Analyst · Benchmark.

And that cost would be starting now in Q1 next year?

David Lee

Analyst · Benchmark.

Well, I mean there's going to be some ongoing cost that we’re going to be incurring over the balance of this year, but the significant costs are going to start when we begin the enrollment which is going to be hopefully no later than the first quarter of next year, it might even be a little bit earlier than that, but let’s assume it’s going to be the first quarter.

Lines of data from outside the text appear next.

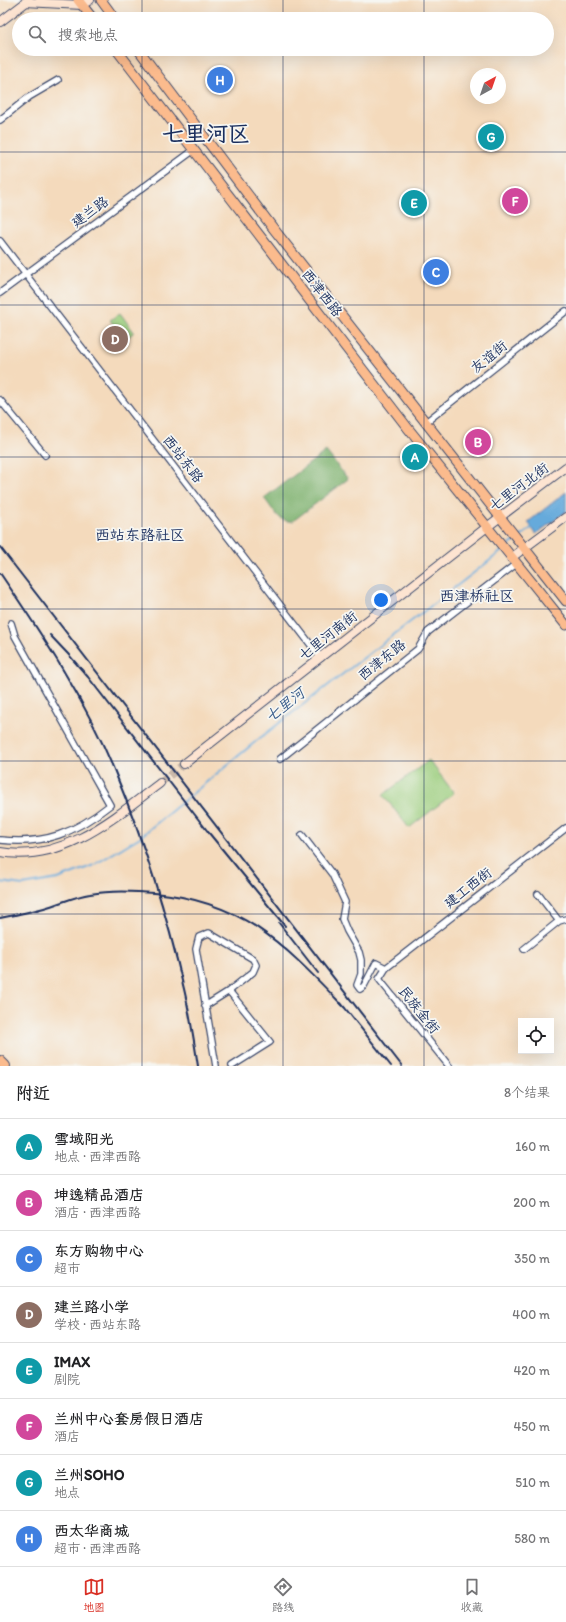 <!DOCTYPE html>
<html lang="zh">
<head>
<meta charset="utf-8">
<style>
  :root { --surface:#fff; --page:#f6f6f6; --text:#202124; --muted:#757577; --line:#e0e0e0; --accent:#d93025 }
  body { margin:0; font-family:Itim,"LXGW WenKai TC",sans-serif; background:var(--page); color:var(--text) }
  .controls { position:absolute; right:12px; bottom:12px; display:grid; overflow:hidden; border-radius:0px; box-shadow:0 4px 16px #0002 }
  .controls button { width:36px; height:36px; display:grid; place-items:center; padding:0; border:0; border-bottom:1px solid var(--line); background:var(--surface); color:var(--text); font:20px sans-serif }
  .compass { position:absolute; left:470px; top:68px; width:36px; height:36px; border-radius:50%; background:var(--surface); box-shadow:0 4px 16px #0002; rotate:40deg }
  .you { position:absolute; left:381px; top:600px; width:14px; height:14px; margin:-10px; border:3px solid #fff; border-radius:50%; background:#1a73e8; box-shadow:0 0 0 6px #1a73e833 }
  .badge { display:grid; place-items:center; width:26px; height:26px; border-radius:50%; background:var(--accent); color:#fff; font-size:13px; font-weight:700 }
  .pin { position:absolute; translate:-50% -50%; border:2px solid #fff; box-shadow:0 1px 4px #0006 }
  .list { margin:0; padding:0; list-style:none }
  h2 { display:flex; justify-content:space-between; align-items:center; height:52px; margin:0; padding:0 16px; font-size:17px }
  h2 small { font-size:13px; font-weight:400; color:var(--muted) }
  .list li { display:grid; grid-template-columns:26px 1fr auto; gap:12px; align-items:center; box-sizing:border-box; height:56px; padding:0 16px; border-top:1px solid var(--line) }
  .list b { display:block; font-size:15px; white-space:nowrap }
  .list p { margin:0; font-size:13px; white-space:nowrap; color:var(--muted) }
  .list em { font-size:13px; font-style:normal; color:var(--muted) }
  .icon { flex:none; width:22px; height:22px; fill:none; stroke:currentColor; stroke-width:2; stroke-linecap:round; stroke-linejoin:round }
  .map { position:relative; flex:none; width:566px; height:1066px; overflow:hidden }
  .search { position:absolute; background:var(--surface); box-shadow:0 4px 16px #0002; left:12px; right:12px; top:12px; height:44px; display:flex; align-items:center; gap:10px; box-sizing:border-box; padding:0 14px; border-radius:22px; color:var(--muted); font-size:15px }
  .sheet { height:500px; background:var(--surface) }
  nav { display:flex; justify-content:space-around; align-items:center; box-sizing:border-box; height:56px; border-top:1px solid var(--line); background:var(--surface); font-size:11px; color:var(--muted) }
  nav a { display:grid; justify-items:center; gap:2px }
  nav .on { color:var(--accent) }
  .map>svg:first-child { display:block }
</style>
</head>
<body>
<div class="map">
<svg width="566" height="1066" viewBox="0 0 566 1066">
  <rect width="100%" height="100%" fill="#f6f6f2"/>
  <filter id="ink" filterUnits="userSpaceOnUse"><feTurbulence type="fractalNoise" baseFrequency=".025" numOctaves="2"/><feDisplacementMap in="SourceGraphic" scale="8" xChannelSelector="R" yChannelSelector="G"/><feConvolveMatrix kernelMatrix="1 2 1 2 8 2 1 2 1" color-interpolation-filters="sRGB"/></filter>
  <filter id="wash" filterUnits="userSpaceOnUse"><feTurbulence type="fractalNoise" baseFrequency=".012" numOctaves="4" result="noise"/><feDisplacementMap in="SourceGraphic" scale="16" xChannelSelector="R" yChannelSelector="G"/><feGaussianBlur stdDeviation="0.9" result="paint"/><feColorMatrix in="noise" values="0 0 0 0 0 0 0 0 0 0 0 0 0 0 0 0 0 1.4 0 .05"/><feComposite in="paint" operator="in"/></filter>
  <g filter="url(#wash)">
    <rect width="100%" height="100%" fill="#f4dabc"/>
    <path fill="#9bcd7d" stroke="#5b7e6e" d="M120,313L134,332L125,340L110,320Z
      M429,760L454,793L409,828L383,795Z"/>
    <path fill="#7cb06c" stroke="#4c7065" d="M326,451L348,479L293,521C278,523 273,509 264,498Z"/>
    <path fill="#66aadb" stroke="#406c9c" d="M566,492V512L536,534L528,522Z"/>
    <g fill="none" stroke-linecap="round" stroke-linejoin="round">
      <path stroke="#66aadb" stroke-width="2" d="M520,537L534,526
        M507,547L515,541
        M0,882L23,885L58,879L94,865L140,837L260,738L502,551"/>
    </g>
  </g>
  <g filter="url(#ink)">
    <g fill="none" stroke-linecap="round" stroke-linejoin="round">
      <path stroke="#c9b8a9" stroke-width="8" stroke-dasharray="8 4" stroke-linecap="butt" d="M160,783L184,764"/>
      <g stroke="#3c496c" stroke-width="8">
        <path id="street" d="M0,120L29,97L58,80
          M0,241L321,658
          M0,293L194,150
          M0,400L45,455
          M426,422L566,311
          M280,759L418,649L428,632L516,564
          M302,835L332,874L345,902L342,919L347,931L359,952L361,960V974L357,985L360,989L364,986L376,963L386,968
          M0,840C45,845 75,833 110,805L15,636L11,623
          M538,894L559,921
          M524,949L559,921L566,919
          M205,1006L229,991
          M216,1066L196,949L199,937L209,933L253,959L256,965L253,972L229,991L270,1042L232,1066
          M449,1066L379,979L386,968L566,828"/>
      </g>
      <g stroke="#3c496c" stroke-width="10">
        <path id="secondary" d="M25,2L82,5L90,0
          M0,22L29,0
          M511,558L566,517
          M184,764L487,527L566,467
          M0,852C63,863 113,819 160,783"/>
      </g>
      <g stroke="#3c496c" stroke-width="11">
        <path id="primary" d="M78,0L93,19
          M101,0L115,19
          M116,49L407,427L566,625
          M138,49L273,228L566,601"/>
      </g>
      <g stroke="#3c496c" stroke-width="12">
        <path id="highway" d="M0,1061L5,1066"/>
      </g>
      <use href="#street" stroke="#fff" stroke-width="5.5"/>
      <use href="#secondary" stroke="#fde4d1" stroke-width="8"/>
      <use href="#primary" stroke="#fbbb8d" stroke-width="9"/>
      <use href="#highway" stroke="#fbbb8d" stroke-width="10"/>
      <path stroke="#1b2f5e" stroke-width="2" d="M0,547L402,1066
        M0,573C43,636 86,701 115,772C144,842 167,915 184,989C190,1014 194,1040 198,1066
        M50,635L68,654L88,677L209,833L285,926
        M0,918C15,915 30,912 44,908C59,904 75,896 90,894C112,890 132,891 154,893C245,901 285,946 345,1008
        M279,923L318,973
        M341,1003L391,1066"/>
    </g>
  </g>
  <path fill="none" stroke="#1b2f5e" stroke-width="1" stroke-opacity="0.55" d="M142,0V19M283,0V19M424,0V19M142,49V1066M283,49V1066M424,49V1066M0,152H566M0,305H566M0,457H566M0,609H566M0,761H566M0,914H566"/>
  <g text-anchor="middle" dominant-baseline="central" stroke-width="3.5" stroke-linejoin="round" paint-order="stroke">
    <g font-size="14" fill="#1b2f5e" stroke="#f6f6f2">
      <text transform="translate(90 212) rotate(-36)">建兰路</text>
      <text transform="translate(322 293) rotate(52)">西津西路</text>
      <text transform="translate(489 357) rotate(-39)">友谊街</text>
      <text transform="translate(183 459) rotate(52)">西站东路</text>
      <text transform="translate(519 487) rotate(-37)">七里河北街</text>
      <text transform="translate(328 636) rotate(-38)">七里河南街</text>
      <text transform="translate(382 660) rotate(-39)">西津东路</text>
      <text transform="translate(468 888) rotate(-38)">建工西街</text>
      <text transform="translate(419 1010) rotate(51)">民族金街</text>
    </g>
    <g font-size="15" fill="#1b2f5e" stroke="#f6f6f2">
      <text x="140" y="535">西站东路社区</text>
      <text x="477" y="596">西津桥社区</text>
    </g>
    <g font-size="15" font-style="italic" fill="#355a8a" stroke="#f6f6f2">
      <text transform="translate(285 705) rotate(-38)">七里河</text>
    </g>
    <g font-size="22" font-weight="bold" fill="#1b2f5e" stroke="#f6f6f2">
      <text x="206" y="133">七里河区</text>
    </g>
  </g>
</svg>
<div class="controls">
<button><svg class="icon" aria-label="locate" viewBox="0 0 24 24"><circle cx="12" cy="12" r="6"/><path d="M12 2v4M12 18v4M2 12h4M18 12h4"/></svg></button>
</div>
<svg class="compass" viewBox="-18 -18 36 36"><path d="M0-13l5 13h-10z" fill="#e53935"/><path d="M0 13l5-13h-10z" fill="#757577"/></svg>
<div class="you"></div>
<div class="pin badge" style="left:415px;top:457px;background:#0f9aa8">A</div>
<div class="pin badge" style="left:478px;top:442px;background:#d1479c">B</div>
<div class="pin badge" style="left:436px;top:272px;background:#3f7fe0">C</div>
<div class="pin badge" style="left:115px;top:339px;background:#8d6e63">D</div>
<div class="pin badge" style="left:414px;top:203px;background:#0f9aa8">E</div>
<div class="pin badge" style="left:515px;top:201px;background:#d1479c">F</div>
<div class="pin badge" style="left:491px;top:137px;background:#0f9aa8">G</div>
<div class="pin badge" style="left:220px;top:80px;background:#3f7fe0">H</div>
<div class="search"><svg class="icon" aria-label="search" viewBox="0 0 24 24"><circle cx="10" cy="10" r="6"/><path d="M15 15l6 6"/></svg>搜索地点</div>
</div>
<section class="sheet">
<h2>附近<small>8个结果</small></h2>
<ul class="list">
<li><span class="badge" style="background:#0f9aa8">A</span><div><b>雪域阳光</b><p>地点 · 西津西路</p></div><em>160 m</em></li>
<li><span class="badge" style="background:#d1479c">B</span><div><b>坤逸精品酒店</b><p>酒店 · 西津西路</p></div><em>200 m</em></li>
<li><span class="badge" style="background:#3f7fe0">C</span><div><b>东方购物中心</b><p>超市</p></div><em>350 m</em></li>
<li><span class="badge" style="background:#8d6e63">D</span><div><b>建兰路小学</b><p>学校 · 西站东路</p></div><em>400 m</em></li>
<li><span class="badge" style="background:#0f9aa8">E</span><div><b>IMAX</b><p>剧院</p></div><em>420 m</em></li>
<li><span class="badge" style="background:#d1479c">F</span><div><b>兰州中心套房假日酒店</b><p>酒店</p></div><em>450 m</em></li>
<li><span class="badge" style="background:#0f9aa8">G</span><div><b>兰州SOHO</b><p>地点</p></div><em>510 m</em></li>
<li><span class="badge" style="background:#3f7fe0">H</span><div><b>西太华商城</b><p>超市 · 西津西路</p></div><em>580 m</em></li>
</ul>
</section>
<nav>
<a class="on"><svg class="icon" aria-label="map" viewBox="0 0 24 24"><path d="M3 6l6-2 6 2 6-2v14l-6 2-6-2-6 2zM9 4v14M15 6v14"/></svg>地图</a>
<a><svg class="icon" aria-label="directions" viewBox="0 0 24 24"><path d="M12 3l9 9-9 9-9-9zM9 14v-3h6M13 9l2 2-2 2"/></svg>路线</a>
<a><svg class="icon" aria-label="saved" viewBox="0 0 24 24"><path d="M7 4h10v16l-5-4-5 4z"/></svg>收藏</a>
</nav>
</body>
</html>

And then, so the majority of the cost will incur probably during 2013 with some into 2014 as we wrap up the trial and hopefully get approval.

Operator

Operator

There are no further questions at this time. I’d now like to hand the floor back over to Mr. Anderson for closing comments.

Steven Anderson

Analyst

Thank you for joining us and we look forward to speaking with you again in the third quarter.

Operator

Operator

Ladies and gentleman this does concludes today’s teleconference. You may disconnect your lines at this time and thank you for your participation.